THE ASTRAL JANE:
Jane Siberry makes metaphysical pop with heart
by Carl Arrington
Rolling Stone, April 21 1994
I was first arrested by the sight of Jane Siberry's hair. When
she came onstage that winter's night at the Bottom Line, in New York,
her coiffure was a double-bun affair that made her look like Star Wars'
Princess Leia with a hair make-over by Jackson Pollock. The Canadian singer/songwriter
looked like she was organically wired to receive interstellar transmissions
from the Pleiades.
Two days later, Siberry is in Vancouver, British Columbia, tucked
away in her favorite hotel, talking about music, life and love in the
Jane Lane. Which turns out to be a very interesting place. It is eventide,
and she is looking out the window on a harbor, where there is a boat.

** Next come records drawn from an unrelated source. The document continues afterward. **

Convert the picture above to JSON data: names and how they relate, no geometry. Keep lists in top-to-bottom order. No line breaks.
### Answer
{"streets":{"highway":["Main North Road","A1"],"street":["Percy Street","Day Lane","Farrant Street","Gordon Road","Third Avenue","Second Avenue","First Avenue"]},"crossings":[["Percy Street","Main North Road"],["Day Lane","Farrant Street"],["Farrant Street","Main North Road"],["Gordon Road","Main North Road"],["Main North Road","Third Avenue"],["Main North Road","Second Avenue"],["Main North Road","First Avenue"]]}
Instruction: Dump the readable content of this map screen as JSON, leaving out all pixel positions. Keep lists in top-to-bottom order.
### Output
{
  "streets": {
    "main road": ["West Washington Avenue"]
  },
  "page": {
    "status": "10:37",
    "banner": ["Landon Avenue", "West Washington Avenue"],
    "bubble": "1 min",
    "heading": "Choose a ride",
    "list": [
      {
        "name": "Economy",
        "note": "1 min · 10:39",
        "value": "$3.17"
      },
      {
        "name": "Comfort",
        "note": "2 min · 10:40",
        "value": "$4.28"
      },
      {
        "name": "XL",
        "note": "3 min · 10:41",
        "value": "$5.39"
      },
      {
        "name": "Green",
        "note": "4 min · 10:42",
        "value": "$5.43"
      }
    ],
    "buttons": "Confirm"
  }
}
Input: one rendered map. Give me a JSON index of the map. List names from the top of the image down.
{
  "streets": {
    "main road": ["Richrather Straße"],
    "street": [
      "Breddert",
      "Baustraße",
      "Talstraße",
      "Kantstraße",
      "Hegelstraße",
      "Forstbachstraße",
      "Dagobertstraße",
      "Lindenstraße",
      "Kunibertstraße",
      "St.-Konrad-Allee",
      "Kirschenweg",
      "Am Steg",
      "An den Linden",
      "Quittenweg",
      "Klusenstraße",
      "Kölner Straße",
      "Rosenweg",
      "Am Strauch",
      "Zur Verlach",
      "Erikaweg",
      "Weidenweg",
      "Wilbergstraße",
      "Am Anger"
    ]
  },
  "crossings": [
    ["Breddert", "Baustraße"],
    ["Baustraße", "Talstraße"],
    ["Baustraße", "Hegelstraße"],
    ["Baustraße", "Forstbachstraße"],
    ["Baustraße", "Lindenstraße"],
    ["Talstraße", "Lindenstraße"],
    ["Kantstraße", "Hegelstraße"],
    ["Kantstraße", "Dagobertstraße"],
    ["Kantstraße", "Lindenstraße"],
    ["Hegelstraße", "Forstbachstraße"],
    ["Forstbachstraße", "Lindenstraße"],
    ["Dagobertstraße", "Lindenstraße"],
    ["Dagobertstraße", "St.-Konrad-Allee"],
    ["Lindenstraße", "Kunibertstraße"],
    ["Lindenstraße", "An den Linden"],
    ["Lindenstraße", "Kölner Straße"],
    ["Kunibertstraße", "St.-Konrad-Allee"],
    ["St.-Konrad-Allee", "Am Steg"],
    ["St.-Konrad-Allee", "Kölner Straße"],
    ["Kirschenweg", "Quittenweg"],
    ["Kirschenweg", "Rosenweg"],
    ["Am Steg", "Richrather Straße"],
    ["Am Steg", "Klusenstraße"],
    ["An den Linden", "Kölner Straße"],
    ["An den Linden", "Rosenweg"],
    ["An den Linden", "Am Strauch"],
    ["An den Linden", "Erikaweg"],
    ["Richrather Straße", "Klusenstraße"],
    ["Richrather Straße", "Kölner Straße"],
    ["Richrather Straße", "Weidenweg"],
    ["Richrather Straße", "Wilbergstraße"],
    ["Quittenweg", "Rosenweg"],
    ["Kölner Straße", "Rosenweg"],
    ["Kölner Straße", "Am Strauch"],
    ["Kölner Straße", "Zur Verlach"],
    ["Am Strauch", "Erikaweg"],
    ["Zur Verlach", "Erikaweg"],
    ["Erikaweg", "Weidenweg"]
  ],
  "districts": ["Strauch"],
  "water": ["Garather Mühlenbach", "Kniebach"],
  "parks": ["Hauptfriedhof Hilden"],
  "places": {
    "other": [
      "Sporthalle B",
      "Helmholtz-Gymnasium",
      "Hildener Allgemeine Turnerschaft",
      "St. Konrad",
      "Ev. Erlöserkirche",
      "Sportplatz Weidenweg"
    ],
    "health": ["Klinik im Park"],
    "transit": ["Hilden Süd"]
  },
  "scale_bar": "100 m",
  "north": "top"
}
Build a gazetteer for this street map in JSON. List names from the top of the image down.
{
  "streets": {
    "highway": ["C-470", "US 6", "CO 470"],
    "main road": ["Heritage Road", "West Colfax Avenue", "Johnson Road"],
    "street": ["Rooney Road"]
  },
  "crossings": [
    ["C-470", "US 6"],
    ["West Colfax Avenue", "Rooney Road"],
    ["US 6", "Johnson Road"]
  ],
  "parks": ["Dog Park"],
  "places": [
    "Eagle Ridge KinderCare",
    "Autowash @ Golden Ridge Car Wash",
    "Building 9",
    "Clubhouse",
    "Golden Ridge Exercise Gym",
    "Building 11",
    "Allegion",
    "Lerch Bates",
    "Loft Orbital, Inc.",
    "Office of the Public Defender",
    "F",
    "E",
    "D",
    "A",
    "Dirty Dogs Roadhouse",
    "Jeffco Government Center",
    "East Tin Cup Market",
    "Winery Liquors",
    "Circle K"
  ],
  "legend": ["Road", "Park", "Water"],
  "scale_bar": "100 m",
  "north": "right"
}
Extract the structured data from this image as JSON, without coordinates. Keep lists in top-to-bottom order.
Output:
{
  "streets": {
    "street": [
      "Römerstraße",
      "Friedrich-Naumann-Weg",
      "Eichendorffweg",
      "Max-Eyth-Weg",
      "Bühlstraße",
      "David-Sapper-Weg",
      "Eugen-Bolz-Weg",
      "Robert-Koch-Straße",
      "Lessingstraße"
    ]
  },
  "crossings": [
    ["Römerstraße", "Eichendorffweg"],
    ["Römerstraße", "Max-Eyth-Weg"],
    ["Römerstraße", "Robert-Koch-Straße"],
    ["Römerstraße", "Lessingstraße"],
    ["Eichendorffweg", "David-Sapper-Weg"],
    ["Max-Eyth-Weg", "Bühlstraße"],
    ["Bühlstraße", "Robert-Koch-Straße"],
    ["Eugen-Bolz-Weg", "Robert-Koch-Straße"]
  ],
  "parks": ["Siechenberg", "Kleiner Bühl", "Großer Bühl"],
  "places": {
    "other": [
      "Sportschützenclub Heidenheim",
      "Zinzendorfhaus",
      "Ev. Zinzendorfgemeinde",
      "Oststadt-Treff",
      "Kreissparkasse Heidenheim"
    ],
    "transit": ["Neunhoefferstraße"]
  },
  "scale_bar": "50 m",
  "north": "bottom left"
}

This boat has a green flashing light. "I am waiting for this man
who tortures me," Siberry says with a lilt in her voice.
She does not reveal his name. "What form of torture?"
I ask.
"Oooo," Siberry coos. "He just thinks he has all
this power over me."
And he doesn't?
"Um, no, he does," Siberry says. "That's why I
agreed to see him. I wrote him a goodbye letter about a year ago, but,
well, I can't live in a state of fear, so I told him to come over. Anyway,
I'm glad to be here -- with everything it brings."
That attitude is at the core of Siberry's life -- and her life's
work. Best known as a musical empath-artiste who charts the postmodern
maps of New Age ardor, she is frequently lumped into the company of such
Mensa sirens as Kate Bush, Laurie Anderson, Tori Amos and fellow Canadian
Joni Mitchell. Bright. Sexual. Wounded. Capable of anger. Confessional.
Impatient with lazy truth.
But as if to purposefully distinguish herself from that ad hoc
Alpha Omega sorority, Siberry titled her most recent album When I Was
a Boy. It is her sixth album, and it took three years to finish (She
actually finished another earlier but it was scrapped.) Boy is
about death, transfiguration, angels and other core human experiences.
On two tracks she worked with egghead extraordinaire Brian Eno. The album
has some amazing, transcendent music on it.
"I think this record is more whole in a funny way,"
Siberry, 38, says. "It is more accessible to the people who drive
red Camaros. It is also more masculine. Before, my work has always had
a sense of graciousness and hospitality, like the good mother. I don't
think I could be called a female singer/songwriter with this record."
Really?
"I would be more afraid now to meet me in a dark alley."
Silence. "Really."
Before, Siberry was different. She grew up in luxury. Her father
was the head of Merrill Lynch in Canada. She was a middle child (older
sister, younger brother). She calls her youth "nondescript."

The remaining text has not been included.